Training insurance agents and brokers in cyber risk

In the past year, tremendous regulatory developments have taken shape in the realm of cybersecurity, fiduciary responsibility and legal liability for licensees. Starting with the State of New York’s Department of Financial Services (NYDFS) Cybersecurity Requirements and ending with the National Association of Insurance Commissioners (NAIC) Model Law. Beginning in just a few weeks this March, entities are required to file their cybersecurity plan.

While this is widely believed to be just for financial organizations like Chase, JP Morgan, etc., it does in fact apply to insurance companies as well. What is interesting to note is that insurance agents and brokers are required to complete training on a regular basis (also known as Continued Education “CE”) credits.  There are many curriculums that focus on latest updates in underwriting property & casualty, healthcare, general liability, etc. However, a recent search of available options to train agents and brokers how to evaluate the cyber risk profile of an applicant or even internally assess their own cyber hygiene for compliance with NYDFS is nonexistent.

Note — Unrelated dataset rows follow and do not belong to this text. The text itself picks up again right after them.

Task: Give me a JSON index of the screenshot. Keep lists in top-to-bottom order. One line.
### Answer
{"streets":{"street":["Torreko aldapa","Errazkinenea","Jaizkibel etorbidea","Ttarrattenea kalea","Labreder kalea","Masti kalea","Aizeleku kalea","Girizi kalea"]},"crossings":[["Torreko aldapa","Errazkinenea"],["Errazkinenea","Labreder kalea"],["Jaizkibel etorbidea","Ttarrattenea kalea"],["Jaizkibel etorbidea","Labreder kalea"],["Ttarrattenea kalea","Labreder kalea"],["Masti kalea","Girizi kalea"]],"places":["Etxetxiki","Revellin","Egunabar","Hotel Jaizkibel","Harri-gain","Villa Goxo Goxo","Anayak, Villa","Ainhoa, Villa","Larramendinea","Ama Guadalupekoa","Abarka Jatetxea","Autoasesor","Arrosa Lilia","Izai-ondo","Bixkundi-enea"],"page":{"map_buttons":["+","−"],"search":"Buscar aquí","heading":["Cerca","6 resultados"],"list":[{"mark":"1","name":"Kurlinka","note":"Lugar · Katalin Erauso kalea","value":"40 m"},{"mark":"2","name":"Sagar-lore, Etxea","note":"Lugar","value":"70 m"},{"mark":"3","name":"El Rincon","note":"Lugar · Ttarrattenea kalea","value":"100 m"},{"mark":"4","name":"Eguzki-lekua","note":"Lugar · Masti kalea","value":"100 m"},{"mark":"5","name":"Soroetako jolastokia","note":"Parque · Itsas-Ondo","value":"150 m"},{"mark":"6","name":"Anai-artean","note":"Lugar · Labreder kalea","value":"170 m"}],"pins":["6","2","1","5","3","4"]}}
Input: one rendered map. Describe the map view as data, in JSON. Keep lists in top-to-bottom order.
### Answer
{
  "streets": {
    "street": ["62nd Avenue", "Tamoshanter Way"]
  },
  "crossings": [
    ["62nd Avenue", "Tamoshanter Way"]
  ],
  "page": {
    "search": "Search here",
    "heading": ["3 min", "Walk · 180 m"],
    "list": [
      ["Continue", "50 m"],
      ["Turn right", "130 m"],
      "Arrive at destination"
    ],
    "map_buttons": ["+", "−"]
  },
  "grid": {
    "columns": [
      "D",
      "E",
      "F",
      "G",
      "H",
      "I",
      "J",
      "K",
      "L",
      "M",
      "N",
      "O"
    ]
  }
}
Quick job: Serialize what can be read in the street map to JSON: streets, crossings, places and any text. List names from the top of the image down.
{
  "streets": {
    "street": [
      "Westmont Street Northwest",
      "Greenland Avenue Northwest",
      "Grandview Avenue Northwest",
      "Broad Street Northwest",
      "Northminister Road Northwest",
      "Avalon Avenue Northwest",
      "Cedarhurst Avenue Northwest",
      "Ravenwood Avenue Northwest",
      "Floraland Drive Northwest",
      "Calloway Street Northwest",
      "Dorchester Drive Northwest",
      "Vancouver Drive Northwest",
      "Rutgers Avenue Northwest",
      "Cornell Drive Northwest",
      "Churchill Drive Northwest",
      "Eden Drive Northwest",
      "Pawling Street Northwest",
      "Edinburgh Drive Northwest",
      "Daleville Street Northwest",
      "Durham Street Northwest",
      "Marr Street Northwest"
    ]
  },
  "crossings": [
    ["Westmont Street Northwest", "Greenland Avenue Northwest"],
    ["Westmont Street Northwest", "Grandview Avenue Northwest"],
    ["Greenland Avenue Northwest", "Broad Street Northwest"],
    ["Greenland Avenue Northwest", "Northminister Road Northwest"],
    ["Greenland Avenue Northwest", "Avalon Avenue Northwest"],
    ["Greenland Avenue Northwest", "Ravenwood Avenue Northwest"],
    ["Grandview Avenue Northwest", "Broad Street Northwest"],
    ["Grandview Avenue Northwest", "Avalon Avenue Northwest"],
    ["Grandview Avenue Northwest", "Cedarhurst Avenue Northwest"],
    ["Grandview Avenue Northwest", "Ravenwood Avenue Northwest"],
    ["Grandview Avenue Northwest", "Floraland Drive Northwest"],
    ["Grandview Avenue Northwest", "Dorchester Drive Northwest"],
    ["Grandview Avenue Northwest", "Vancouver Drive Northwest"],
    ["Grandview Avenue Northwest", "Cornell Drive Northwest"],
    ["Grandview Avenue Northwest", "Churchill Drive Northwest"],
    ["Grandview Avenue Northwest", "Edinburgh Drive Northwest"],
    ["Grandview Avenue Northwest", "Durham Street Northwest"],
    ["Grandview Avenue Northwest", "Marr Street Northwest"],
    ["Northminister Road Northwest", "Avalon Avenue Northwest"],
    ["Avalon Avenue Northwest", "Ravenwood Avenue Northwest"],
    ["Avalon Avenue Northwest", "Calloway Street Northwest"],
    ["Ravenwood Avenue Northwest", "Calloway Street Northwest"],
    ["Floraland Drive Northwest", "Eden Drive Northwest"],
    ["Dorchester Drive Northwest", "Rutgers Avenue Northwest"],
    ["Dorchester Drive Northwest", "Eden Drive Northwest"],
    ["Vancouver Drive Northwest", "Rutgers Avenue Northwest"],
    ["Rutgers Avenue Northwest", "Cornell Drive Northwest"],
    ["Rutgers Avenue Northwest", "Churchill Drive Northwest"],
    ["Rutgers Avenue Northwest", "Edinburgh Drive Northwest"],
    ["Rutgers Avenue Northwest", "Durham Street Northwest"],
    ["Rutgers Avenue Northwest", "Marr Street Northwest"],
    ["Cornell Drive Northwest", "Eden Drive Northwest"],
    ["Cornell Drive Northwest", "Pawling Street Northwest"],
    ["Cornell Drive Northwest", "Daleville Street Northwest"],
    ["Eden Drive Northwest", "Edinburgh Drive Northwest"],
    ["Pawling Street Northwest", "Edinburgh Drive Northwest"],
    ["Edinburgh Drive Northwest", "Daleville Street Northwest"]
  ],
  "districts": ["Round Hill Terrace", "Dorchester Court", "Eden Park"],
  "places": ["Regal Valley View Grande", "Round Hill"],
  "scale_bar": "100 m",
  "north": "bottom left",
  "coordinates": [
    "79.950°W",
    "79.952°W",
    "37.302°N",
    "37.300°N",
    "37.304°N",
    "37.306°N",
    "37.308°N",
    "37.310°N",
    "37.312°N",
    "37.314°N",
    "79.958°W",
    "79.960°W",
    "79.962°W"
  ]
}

Recently I had the pleasure of speaking with Cheryl Matochik of the Council for Insurance Agents and Brokers (CIAB). One of the topics we covered was the concern a number of insurance stakeholders have about providing adequate resources to agents and brokers on cyber risk matters. Ms. Matochik advised that the CIAB has been contacted by numerous cybersecurity technology firms and professional service providers, but the scope is not addressing how to provide the critical knowledge transfer to the insurance workforce.

Having this degree of knowledge is crucial in making quality decisions on not only evaluating the likelihood of a cyber claim from a client, but also what legal exposure does the licensee possess with the personally identifiable information from their book of clients.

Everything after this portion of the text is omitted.